Situation
On edge devices, memory headroom is what keeps systems stable under load. Even when a model loads successfully, the attention KV cache is a second budget you have to manage, especially as you increase context length or concurrency.
This benchmark focused on a single question: How much memory can KV cache quantization save on a large CPU GGUF model, and does it distort latency in a way that matters?
Benchmark Setup
- Model:
Qwen_Qwen3.5-27B-Q4_K_M.gguf - Context:
1024 max_tokens:8no_warmup:true
Results (Default vs q8 vs q4)
In the captured run:
-
Default KV cache:
- Startup:
90272ms - Request:
28100ms - RSS:
17080.8MB - KV:
64MiB
- Startup:
-
q8(K=q8_0, V=q8_0):- Startup:
83879ms - Request:
28127ms - RSS:
17562MB - KV:
34MiB
- Startup:
-
q4(K=q4_0, V=q4_0):- Startup:
95805ms - Request:
28061ms - RSS:
17571.6MB - KV:
18MiB
- Startup:
Recommendation
For this host and context size, q4 was the best current tradeoff:
- KV cache footprint dropped from
64MiBto18MiB. - Request latency stayed essentially unchanged (~28s for the same short decode).
Why This Matters
KV cache savings compound when:
- You increase context length.
- You run parallel sessions.
- You want predictable memory behavior across “burst” usage.
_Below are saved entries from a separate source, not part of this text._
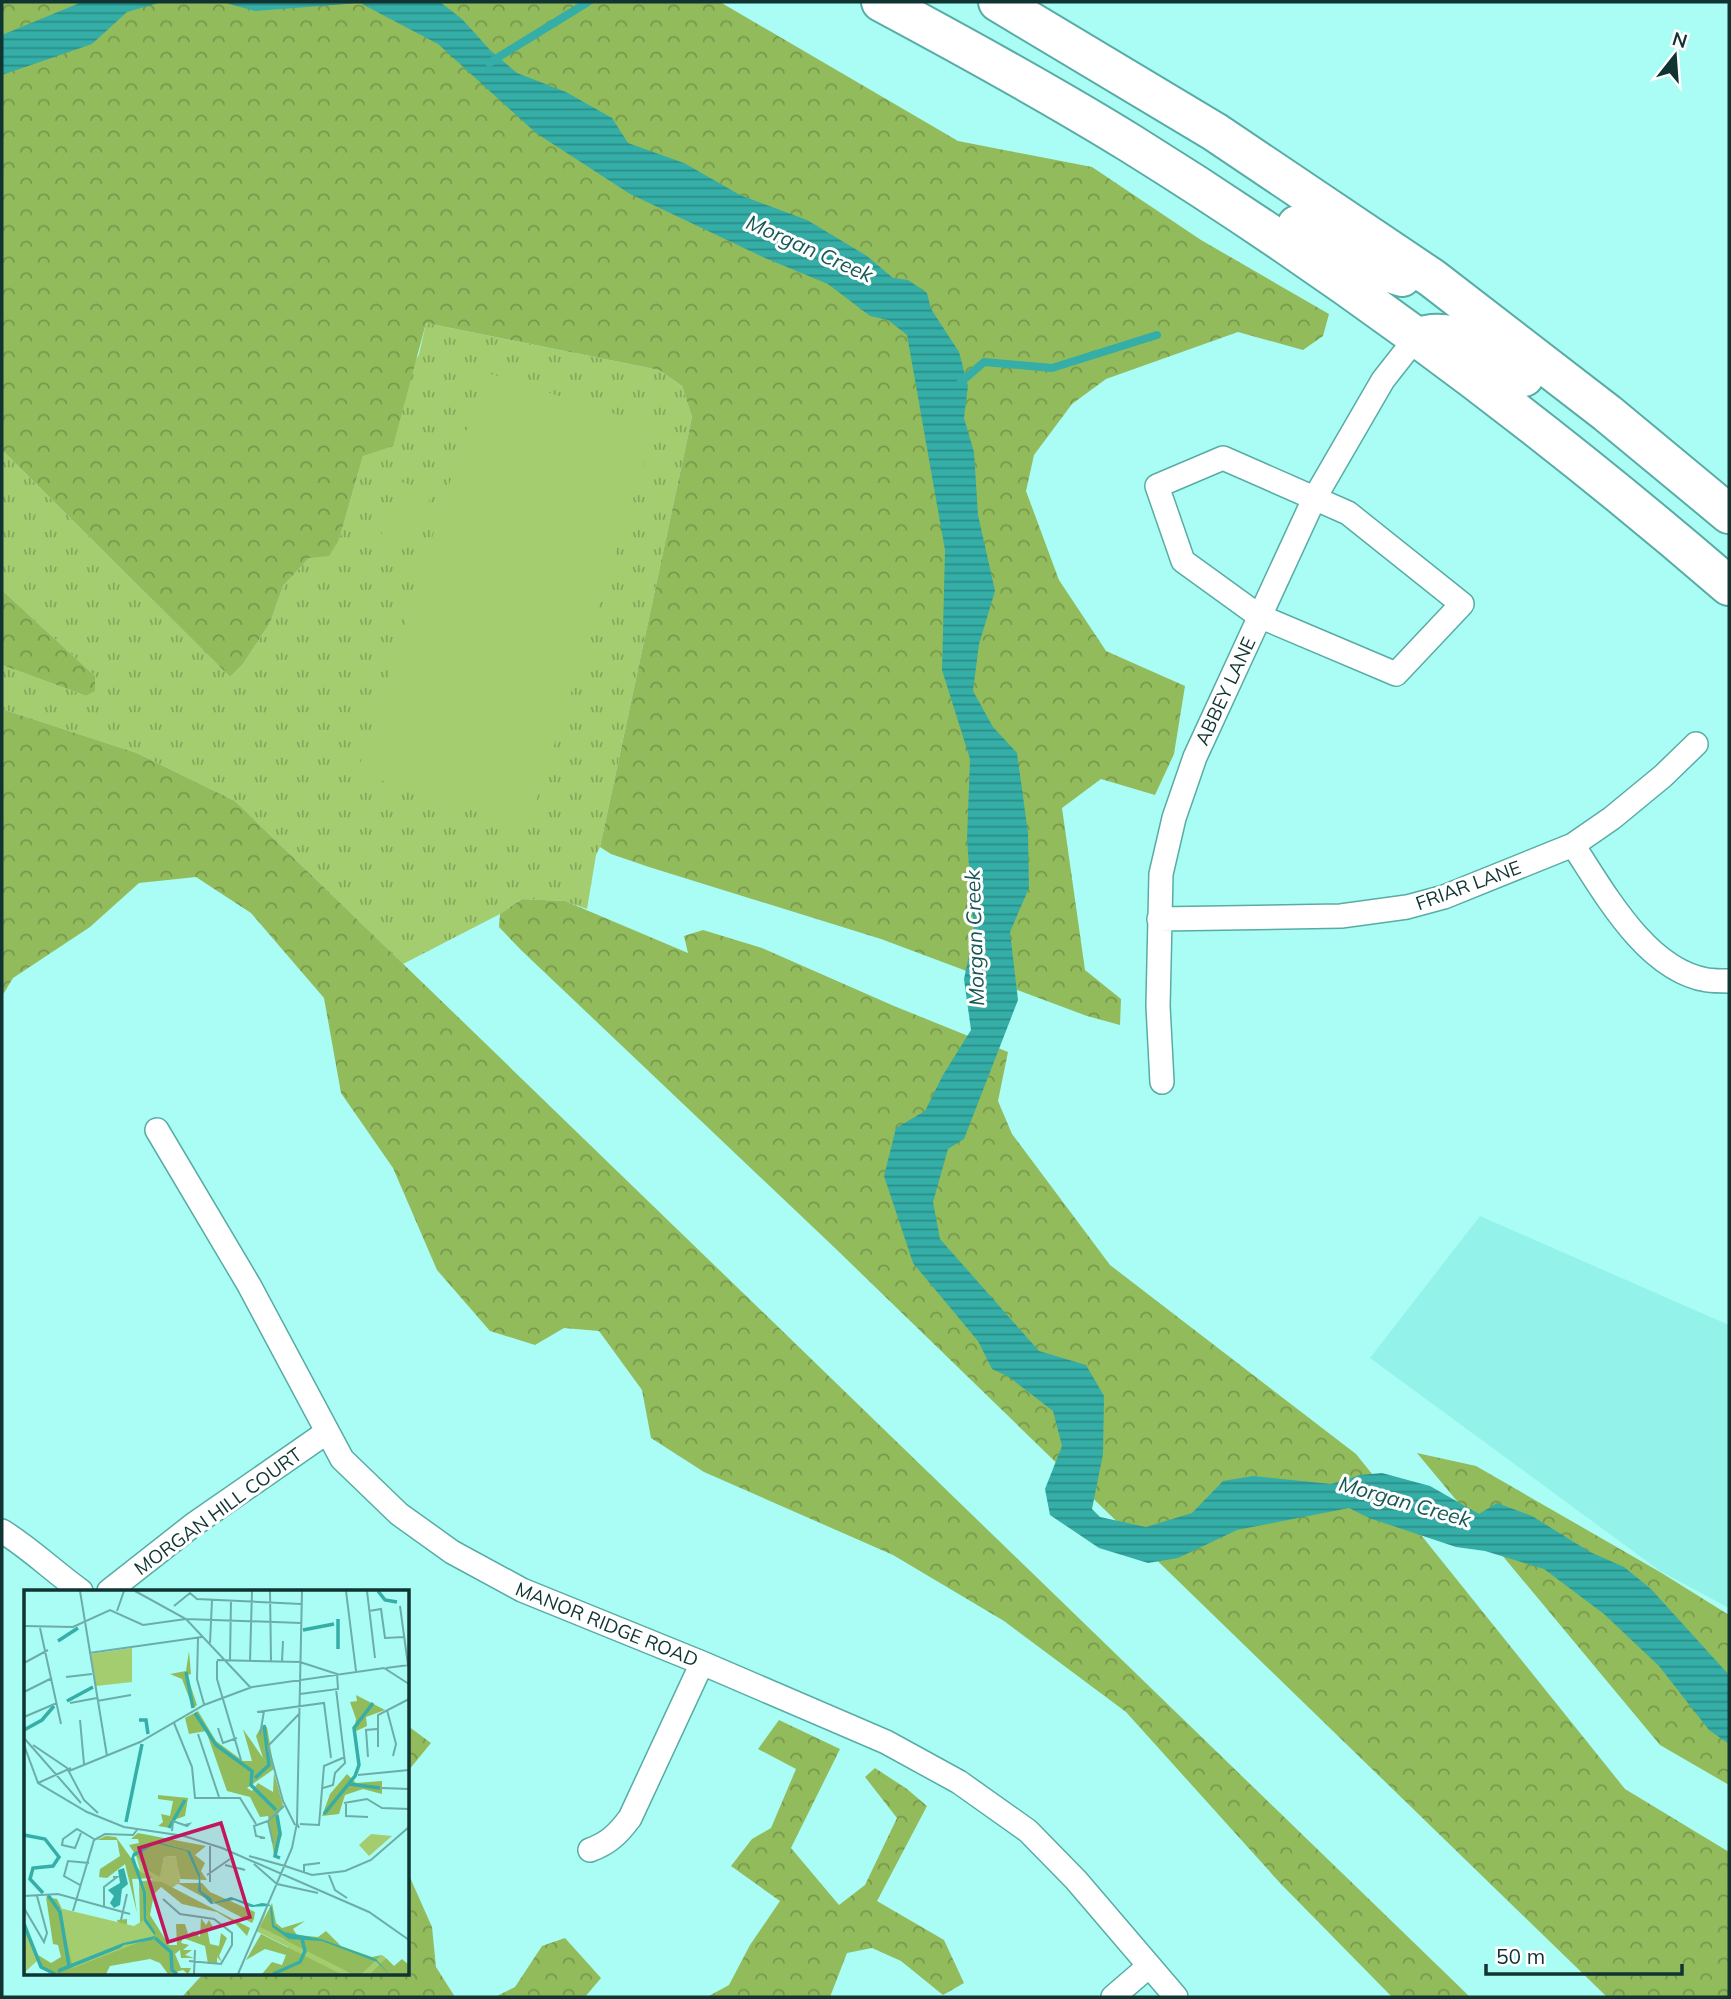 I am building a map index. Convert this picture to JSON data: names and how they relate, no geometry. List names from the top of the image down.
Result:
{
  "streets": {
    "street": [
      "ABBEY LANE",
      "FRIAR LANE",
      "MORGAN HILL COURT",
      "MANOR RIDGE ROAD"
    ]
  },
  "crossings": [
    ["ABBEY LANE", "FRIAR LANE"],
    ["MORGAN HILL COURT", "MANOR RIDGE ROAD"]
  ],
  "water": ["Morgan Creek"],
  "scale_bar": "50 m",
  "north": "top"
} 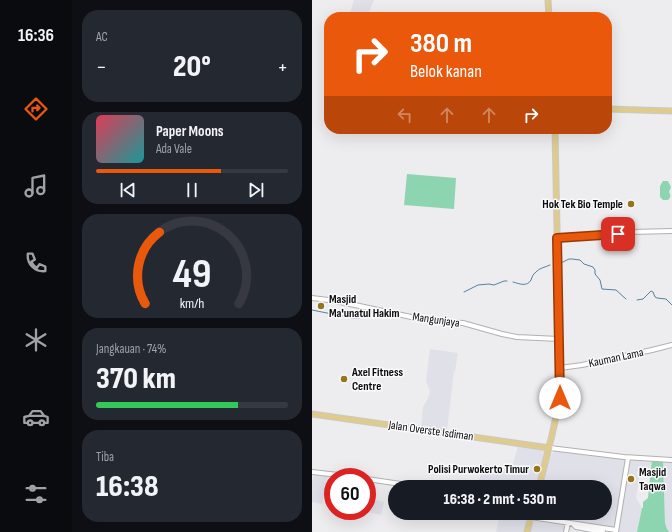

Even small per-request KV reductions can be the difference between stable multi-session inference and intermittent OOM failures.
Architecture Diagram
This diagram supports KV Cache Quantization on Qwen 3.5 (27B): Cutting Memory Without Breaking Latency and highlights where controls, validation, and ownership boundaries sit in the workflow.
Post-Specific Engineering Lens
For this post, the primary objective is: Balance model quality with deterministic runtime constraints.
Implementation decisions for this case
- Chose a staged approach centered on llama.cpp to avoid high-blast-radius rollouts.
- Used gguf checkpoints to make regressions observable before full rollout.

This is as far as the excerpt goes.